Would you transcribe exactly the lines from the beginning of the records below through the line with "--surface:#fff; --page:#f2f2f2; --text:#222;", both included, omitting the pictures?

→ Collected data:
-*-*-

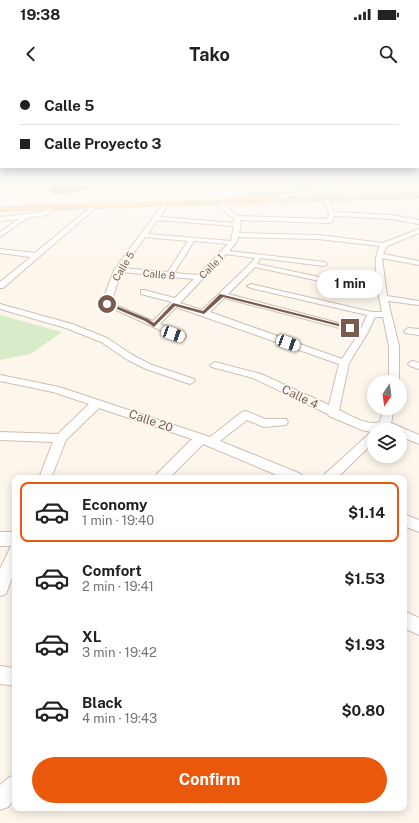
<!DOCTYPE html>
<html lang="en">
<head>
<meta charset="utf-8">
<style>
  :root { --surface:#fff; --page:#f2f2f2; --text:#222; --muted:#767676; --line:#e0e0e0; --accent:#ea580c }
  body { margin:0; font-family:"Public Sans",sans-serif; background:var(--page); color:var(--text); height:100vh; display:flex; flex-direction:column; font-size:15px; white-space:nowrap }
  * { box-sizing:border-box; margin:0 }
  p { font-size:13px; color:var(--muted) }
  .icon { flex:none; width:22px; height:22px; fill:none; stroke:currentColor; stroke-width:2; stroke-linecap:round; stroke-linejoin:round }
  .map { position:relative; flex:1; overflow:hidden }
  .side { position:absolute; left:12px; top:395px; width:395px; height:336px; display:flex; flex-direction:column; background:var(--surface); border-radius:8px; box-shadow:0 2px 10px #0003 }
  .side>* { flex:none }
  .banner { position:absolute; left:0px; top:0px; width:419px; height:88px; box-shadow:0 2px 10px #0003; display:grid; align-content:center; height:88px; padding:0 20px; background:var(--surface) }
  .needle { width:26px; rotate:193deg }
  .fabs { position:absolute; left:367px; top:295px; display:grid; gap:8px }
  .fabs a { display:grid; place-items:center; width:40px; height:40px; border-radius:50%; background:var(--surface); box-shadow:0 2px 10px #0003; font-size:20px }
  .end { position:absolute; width:18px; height:18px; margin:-9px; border:5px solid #7a5c4d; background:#fff; box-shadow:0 0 0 2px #fff }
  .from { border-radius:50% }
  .bubble { position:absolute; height:28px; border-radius:14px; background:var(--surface); box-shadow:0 2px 10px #0003; font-size:13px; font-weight:700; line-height:28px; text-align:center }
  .car { position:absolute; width:12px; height:24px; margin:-12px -6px; border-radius:5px; box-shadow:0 0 3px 1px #0007; background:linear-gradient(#fff 24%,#345 0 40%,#fff 0 76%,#345 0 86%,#fff 0) }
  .banner b { display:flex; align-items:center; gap:14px; height:38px; font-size:15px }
  .banner b+b { border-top:1px solid var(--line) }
  .banner i { width:10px; height:10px; background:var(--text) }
  ul { padding:7px 0 0; list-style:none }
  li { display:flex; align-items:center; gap:12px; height:60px; margin:0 8px 6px; padding:0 12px; border:2px solid transparent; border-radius:8px }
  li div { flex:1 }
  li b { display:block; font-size:15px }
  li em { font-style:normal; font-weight:700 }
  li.current { border-color:var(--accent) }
  li>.icon { width:36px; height:36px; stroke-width:1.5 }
  .primary-button { display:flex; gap:8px; margin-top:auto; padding:8px 20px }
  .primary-button a { flex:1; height:46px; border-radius:24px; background:var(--accent); color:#fff; font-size:16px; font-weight:700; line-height:46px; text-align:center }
  .status { display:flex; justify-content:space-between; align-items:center; height:28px; padding:0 20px; background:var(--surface); direction:ltr }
  .status svg { height:11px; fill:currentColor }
  header { display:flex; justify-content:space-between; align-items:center; height:52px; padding:0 20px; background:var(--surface); font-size:18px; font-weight:700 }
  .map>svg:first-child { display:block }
  .green { fill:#d8ecc9 }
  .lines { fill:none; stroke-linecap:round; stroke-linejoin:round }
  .minor-casing { stroke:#d1beb0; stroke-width:2 }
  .major-casing { stroke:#dad1cd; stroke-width:2 }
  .minor { fill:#fff; fill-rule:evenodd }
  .major { fill:#fbd9a5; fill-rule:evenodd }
  .wall { fill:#d1b7a8 }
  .shaded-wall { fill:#aa9588 }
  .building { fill:#f3d5c3; stroke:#aa9588 }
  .route { fill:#7a5c4d }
  .labels { text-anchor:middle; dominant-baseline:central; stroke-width:3; stroke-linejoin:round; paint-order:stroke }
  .far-street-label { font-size:10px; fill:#7a5c4d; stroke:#fffaf3 }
  .street-label { font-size:12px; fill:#7a5c4d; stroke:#fffaf3 }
</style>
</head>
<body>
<div class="status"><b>19:38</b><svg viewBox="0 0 49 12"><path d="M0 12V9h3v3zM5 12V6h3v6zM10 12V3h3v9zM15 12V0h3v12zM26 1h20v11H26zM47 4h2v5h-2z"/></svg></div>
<header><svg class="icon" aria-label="back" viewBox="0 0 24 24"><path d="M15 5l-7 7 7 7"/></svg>Tako<svg class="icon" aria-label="search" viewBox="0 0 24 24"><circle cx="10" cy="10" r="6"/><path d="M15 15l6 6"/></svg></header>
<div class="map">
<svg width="419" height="743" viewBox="0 0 419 743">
  <rect width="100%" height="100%" fill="#fdf6ec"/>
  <path class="green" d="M290 102H348L353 108 245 119 248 105 289 108Z
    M0 235 62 252 31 274 0 280Z"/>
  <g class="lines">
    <defs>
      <path id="minor" d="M17 102H22L0 117V113Z
        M419 102V104L283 117 286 122 283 124 281 123 277 116 280 114Z
        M327 119 330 121 334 132 392 135 419 140V144L392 139 334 136 333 141 330 143 240 140 241 145 239 153 318 155 383 163 419 149V153L387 166 383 174 419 181V185L382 178 387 216 419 221V225L388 221 399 266V302H389V266L383 237H375L368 252 349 283 339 330C352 336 366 346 380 342L384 328H394L391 343 419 355V364L400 356V350H374V362L337 398H323L325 394 371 352 362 350 329 336 328 334 253 298 212 287 210 285 215 282 261 294 329 325 339 284 176 227 160 244 185 255 186 257 182 260 103 224V220L114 190 164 123 169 124 160 137 234 143V139L215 123V121H219L238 136 328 139 329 134 324 121ZM157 140 234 146 231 161 148 154ZM145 157 188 161 168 192 123 188ZM238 157 318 159 380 166C373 180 376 191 378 206L324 198 257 184 260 178 324 186 327 184 324 182 229 171 236 163ZM194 161 228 164 198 195 174 193ZM226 174 255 178 250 184 202 230 180 223ZM255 187 324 202 378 211 382 232H372L251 204 247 206 251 208 367 235 361 249 228 214ZM121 192 194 199 175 218 144 210H141V214L172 222 153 241 111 223ZM224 218 359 253 342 279 210 232Z
        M52 125 55 127 46 135 27 138 0 157V152L19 139 0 141V137L42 132Z
        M93 125 98 126 3 208H0V202L31 177 0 173V169L35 173Z
        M0 224 72 244 107 258 134 276 152 285 194 299 195 301 190 304 146 289 128 280 101 262 66 248 0 229Z
        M408 248 419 249V255L405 253 404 251Z
        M413 281 419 283V289L410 286 408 284 410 282Z
        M0 295 59 307 210 357 242 332 246 331 265 339H286L288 342 286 345 264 347 247 340 220 361 301 394 303 398H284L203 364 169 398H155L157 394 192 359 99 328 66 360 51 398H39L53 362 0 360V352L58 354 89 324 53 312 0 301Z
        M404 434 419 440V452L404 446Z
        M0 452H15V490L6 514 0 516V489L11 466H0Z
        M404 531 419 538V555L404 548Z
        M0 586 15 588V606L0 604Z
        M15 695V719L8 727 0 730V705L8 698Z"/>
      <path id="major" d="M419 114V118L0 131V127Z"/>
    </defs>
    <use href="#minor" class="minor-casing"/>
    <use href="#major" class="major-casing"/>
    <use href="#minor" class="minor"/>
    <use href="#major" class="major"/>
  </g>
  <path class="wall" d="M43 102H91L92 108 69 114 67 112 54 114 44 106Z"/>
  <path class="shaded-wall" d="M77 102H91L92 108 69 114 67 104Z
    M65 103 67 112 54 114 51 105Z"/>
  <path class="building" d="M47 102H77L67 104 65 103 51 105Z"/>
  <linearGradient id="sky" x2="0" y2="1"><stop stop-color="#97c7e8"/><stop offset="0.5" stop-color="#fefbf6"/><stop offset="1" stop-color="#fefbf6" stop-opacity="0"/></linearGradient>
  <rect width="419" height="206" fill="url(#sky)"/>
  <path class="route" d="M220 214 351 247 352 248 350 249 223 217 204 234 175 226 154 247 145 241 105 224 109 223 148 239 154 243 173 223 203 231Z"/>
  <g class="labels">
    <g class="far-street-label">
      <text transform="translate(123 186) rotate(-59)">Calle 5</text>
      <text transform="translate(211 186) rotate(-45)">Calle 1</text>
      <text transform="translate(159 194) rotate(5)">Calle 8</text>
    </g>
    <g class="street-label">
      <text transform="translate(300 317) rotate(26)">Calle 4</text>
      <text transform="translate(151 341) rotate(19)">Calle 20</text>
    </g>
  </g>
</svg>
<div class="fabs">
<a><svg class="needle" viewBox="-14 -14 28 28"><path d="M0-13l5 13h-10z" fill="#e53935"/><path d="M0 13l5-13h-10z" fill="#767676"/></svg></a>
<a><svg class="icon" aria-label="layers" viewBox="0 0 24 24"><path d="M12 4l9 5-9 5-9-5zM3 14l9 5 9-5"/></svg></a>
</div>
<i class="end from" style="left:107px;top:224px"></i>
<i class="end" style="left:350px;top:248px"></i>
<div class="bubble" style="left:317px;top:190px;width:66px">1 min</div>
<i class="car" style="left:173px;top:254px;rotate:110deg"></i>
<i class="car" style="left:288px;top:263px;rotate:110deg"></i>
<div class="banner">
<b><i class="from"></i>Calle 5</b>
<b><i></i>Calle Proyecto 3</b>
</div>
<section class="side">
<ul>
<li class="current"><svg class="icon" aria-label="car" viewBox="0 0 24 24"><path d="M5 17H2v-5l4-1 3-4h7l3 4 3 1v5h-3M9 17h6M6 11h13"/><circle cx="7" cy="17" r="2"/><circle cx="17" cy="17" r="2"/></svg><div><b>Economy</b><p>1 min · 19:40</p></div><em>$1.14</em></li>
<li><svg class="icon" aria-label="car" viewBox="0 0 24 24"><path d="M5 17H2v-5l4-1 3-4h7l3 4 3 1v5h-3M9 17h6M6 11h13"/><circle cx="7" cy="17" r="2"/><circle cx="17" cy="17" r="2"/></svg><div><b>Comfort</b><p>2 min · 19:41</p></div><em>$1.53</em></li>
<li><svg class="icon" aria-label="car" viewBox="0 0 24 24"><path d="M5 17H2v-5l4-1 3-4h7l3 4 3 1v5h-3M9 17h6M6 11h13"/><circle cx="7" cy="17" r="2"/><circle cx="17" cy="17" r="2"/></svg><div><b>XL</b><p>3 min · 19:42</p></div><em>$1.93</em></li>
<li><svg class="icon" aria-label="car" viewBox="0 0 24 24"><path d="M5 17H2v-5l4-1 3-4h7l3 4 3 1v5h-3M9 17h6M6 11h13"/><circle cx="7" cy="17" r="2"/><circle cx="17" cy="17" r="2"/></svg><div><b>Black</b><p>4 min · 19:43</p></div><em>$0.80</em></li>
</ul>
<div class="primary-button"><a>Confirm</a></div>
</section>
</div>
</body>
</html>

-*-*-

→ COMPLETED EXERCISE:
<!DOCTYPE html>
<html lang="en">
<head>
<meta charset="utf-8">
<style>
  :root { --surface:#fff; --page:#f2f2f2; --text:#222; --muted:#767676; --line:#e0e0e0; --accent:#ea580c }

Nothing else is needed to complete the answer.